For the entries below, report the number of lines where the string "shaded" appears, and only that number.

START INFORMATION SHOWN

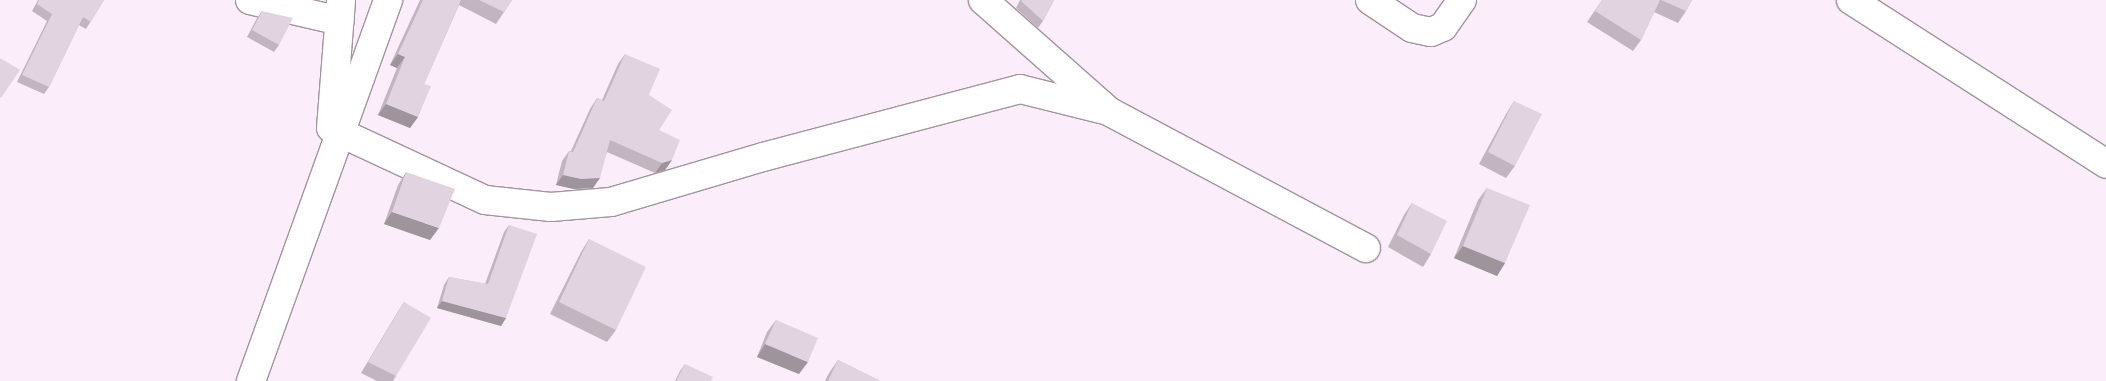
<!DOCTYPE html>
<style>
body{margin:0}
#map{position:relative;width:2106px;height:381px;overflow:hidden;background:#fcedfa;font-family:Helvetica,sans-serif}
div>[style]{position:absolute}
.roads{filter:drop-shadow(1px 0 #a295a0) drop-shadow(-1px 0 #a295a0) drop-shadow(0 1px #a295a0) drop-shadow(0 -1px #a295a0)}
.minor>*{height:28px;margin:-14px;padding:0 14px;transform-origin:14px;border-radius:14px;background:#fff}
.wall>*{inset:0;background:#c2b5c0}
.shaded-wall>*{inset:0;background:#9e949c}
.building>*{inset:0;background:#e1d3df}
span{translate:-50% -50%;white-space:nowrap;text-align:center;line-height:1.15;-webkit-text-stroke:5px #fff;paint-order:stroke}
</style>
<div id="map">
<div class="roads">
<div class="minor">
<i style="left:250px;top:0;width:92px;rotate:13.1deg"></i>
<i style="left:983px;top:0;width:163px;rotate:41.5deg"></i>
<i style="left:1370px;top:0;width:50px;rotate:33.7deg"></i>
<i style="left:1412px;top:28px;width:19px;rotate:12deg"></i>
<i style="left:1431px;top:32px;width:13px;rotate:-23deg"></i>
<i style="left:1443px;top:27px;width:33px;rotate:-55deg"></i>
<i style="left:1851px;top:0;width:303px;rotate:32.7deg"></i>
<i style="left:331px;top:128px;width:128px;rotate:-85.5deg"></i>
<i style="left:339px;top:132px;width:161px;rotate:25deg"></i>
<i style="left:485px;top:200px;width:66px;rotate:6.1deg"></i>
<i style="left:551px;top:207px;width:60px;rotate:-4.8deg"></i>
<i style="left:611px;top:202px;width:159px;rotate:-16.5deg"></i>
<i style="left:763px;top:157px;width:266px;rotate:-14.8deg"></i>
<i style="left:1020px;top:89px;width:91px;rotate:14deg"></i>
<i style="left:1108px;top:111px;width:292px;rotate:28deg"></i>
<i style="left:251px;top:381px;width:405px;rotate:-70.2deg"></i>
</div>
</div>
<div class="wall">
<i style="clip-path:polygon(38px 0,104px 0,86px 29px,79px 25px,49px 87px,44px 94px,17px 82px,47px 21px,32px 11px)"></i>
<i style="clip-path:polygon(420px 0,512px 0,496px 24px,459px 5px,424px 84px,418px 117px,410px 128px,378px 115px,397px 68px,390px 65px)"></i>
<i style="clip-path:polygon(1020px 0,1054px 0,1043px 21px,1038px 28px,1016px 8px)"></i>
<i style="clip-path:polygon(1602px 0,1692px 0,1686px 11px,1678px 23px,1654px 12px,1641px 40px,1633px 51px,1587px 22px)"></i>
<i style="clip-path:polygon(262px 11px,279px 45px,274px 52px,247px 37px,257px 18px)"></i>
<i style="clip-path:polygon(625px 54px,649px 95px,659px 130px,672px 160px,665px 170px,655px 173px,607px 152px,593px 188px,574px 189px,556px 185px,562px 161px,569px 151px,571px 151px,590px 109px,597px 98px,602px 100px,618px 64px)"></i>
<i style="clip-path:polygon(1514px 101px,1515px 166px,1506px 178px,1479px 164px,1506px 114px)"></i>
<i style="clip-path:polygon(406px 172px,430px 240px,384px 224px,398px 185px)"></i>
<i style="clip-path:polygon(1487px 188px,1505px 263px,1497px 276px,1454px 258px,1478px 200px)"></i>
<i style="clip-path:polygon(1412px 203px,1431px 254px,1423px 267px,1388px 247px,1404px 215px)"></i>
<i style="clip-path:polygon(509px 225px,506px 318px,501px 326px,437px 308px,444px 285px,449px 277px,485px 284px,504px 232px)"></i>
<i style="clip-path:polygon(589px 239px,616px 330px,607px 342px,550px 314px,581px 252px)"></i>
<i style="clip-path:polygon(404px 302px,396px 376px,393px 381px,377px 381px,361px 373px,397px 313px)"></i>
<i style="clip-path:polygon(776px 320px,799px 374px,757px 357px,767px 332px)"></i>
<i style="clip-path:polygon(838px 360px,880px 381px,825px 381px,829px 373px)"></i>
<i style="clip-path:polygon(685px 364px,711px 381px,675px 381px,680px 371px)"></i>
</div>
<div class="shaded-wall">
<i style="clip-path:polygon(398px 54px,405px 57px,397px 68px,390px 65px)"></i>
<i style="clip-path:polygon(386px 104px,418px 117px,410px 128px,378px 115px)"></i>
<i style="clip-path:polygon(672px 160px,665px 170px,655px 173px,662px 163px)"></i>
<i style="clip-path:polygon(563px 175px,600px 178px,593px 188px,574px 189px,556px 185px)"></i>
<i style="clip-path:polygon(392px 212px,439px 228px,430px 240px,384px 224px)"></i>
<i style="clip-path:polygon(1463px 246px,1505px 263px,1497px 276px,1454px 258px)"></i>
<i style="clip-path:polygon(442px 301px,506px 318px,501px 326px,437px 308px)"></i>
<i style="clip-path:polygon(765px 344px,808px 362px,799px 374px,757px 357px)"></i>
</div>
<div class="building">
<i style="clip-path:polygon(39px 0,104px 0,91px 22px,83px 17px,49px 87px,22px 75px,52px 14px,37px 4px)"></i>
<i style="clip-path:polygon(423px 0,461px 0,424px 84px,431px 86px,418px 117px,386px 104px,405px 57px,398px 54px)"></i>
<i style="clip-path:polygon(479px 0,512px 0,504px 12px)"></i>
<i style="clip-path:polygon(1022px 0,1054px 0,1043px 21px,1021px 1px)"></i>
<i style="clip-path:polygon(1602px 0,1660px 0,1641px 40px,1595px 11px)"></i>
<i style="clip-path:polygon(1661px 0,1692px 0,1686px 11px)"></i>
<i style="clip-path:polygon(262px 11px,293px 18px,279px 45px,252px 30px)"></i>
<i style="clip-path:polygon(625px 54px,660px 69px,649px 95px,672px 110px,659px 130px,680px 140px,672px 160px,662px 163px,610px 140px,600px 178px,581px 179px,563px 175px,569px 151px,573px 152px,597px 98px,604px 101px)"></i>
<i style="clip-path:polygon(0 58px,20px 70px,1px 98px,0 97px)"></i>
<i style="clip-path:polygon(1514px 101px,1542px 114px,1515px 166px,1488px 152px)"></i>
<i style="clip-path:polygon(406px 172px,455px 189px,439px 228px,392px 212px)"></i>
<i style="clip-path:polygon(1487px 188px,1530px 205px,1505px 263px,1463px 246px)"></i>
<i style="clip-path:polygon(1412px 203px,1447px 221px,1431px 254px,1397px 235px)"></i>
<i style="clip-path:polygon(509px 225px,537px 234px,506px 318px,442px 301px,449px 277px,488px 284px)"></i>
<i style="clip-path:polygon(589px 239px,646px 267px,616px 330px,559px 302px)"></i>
<i style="clip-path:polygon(404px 302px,431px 318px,396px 376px,368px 362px)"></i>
<i style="clip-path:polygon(776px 320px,818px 338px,808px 362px,765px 344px)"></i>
<i style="clip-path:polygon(838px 360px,880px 381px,828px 381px)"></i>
<i style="clip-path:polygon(685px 364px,713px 377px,711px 381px,676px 381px)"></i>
</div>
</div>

END INFORMATION SHOWN

▶ _TASK SOLUTION_
2